* _Information provided_
....

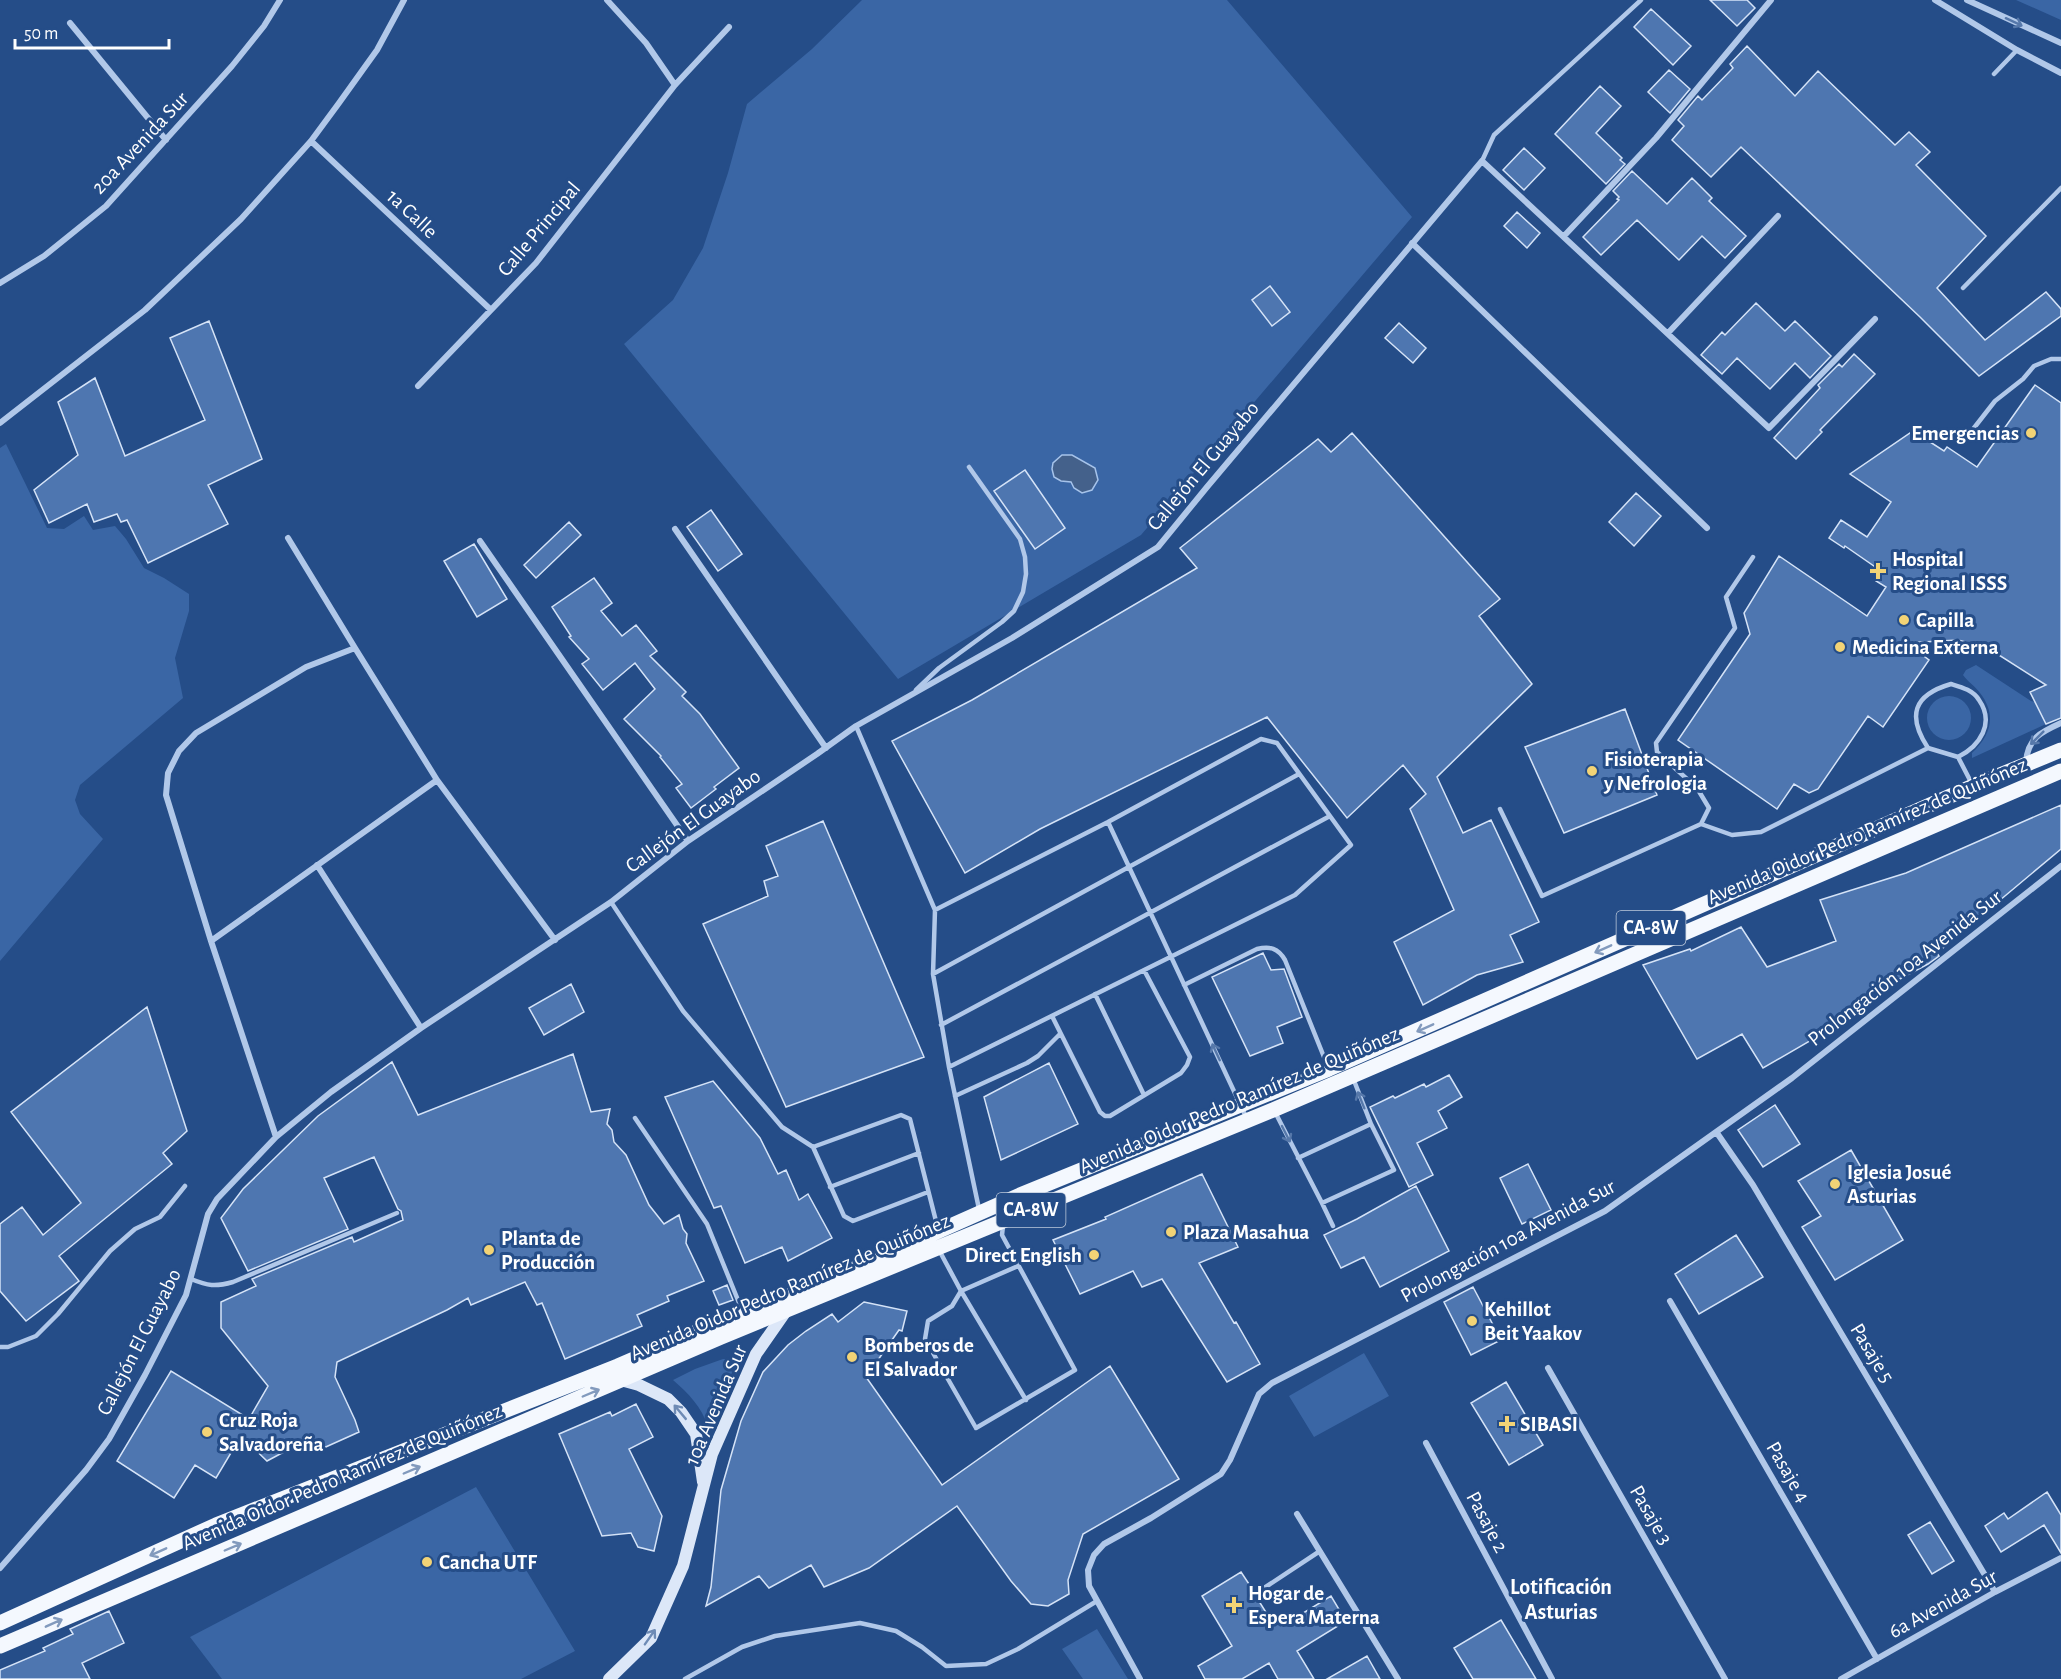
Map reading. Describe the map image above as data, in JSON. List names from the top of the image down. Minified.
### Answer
{"streets":{"main road":["Avenida Oidor Pedro Ramírez de Quiñónez","CA-8W"],"street":["20a Avenida Sur","1a Calle","Calle Principal","Callejón El Guayabo","Prolongación 10a Avenida Sur","Pasaje 5","10a Avenida Sur","Pasaje 4","Pasaje 3","Pasaje 2","6a Avenida Sur"]},"crossings":[["1a Calle","Calle Principal"],["Avenida Oidor Pedro Ramírez de Quiñónez","10a Avenida Sur"],["Prolongación 10a Avenida Sur","Pasaje 5"],["Pasaje 5","6a Avenida Sur"],["Pasaje 4","6a Avenida Sur"]],"districts":["Lotificación Asturias"],"places":{"other":["Emergencias","Capilla","Medicina Externa","Fisioterapia y Nefrologia","Iglesia Josué Asturias","Plaza Masahua","Planta de Producción","Direct English","Kehillot Beit Yaakov","Bomberos de El Salvador","Cruz Roja Salvadoreña","Cancha UTF"],"health":["Hospital Regional ISSS","SIBASI","Hogar de Espera Materna"]},"scale_bar":"50 m"}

....

* _What the task asks_
Retype the listing above exactly, pictures excluded.

* _Written response_
Map reading. Describe the map image above as data, in JSON. List names from the top of the image down. Minified.
### Answer
{"streets":{"main road":["Avenida Oidor Pedro Ramírez de Quiñónez","CA-8W"],"street":["20a Avenida Sur","1a Calle","Calle Principal","Callejón El Guayabo","Prolongación 10a Avenida Sur","Pasaje 5","10a Avenida Sur","Pasaje 4","Pasaje 3","Pasaje 2","6a Avenida Sur"]},"crossings":[["1a Calle","Calle Principal"],["Avenida Oidor Pedro Ramírez de Quiñónez","10a Avenida Sur"],["Prolongación 10a Avenida Sur","Pasaje 5"],["Pasaje 5","6a Avenida Sur"],["Pasaje 4","6a Avenida Sur"]],"districts":["Lotificación Asturias"],"places":{"other":["Emergencias","Capilla","Medicina Externa","Fisioterapia y Nefrologia","Iglesia Josué Asturias","Plaza Masahua","Planta de Producción","Direct English","Kehillot Beit Yaakov","Bomberos de El Salvador","Cruz Roja Salvadoreña","Cancha UTF"],"health":["Hospital Regional ISSS","SIBASI","Hogar de Espera Materna"]},"scale_bar":"50 m"}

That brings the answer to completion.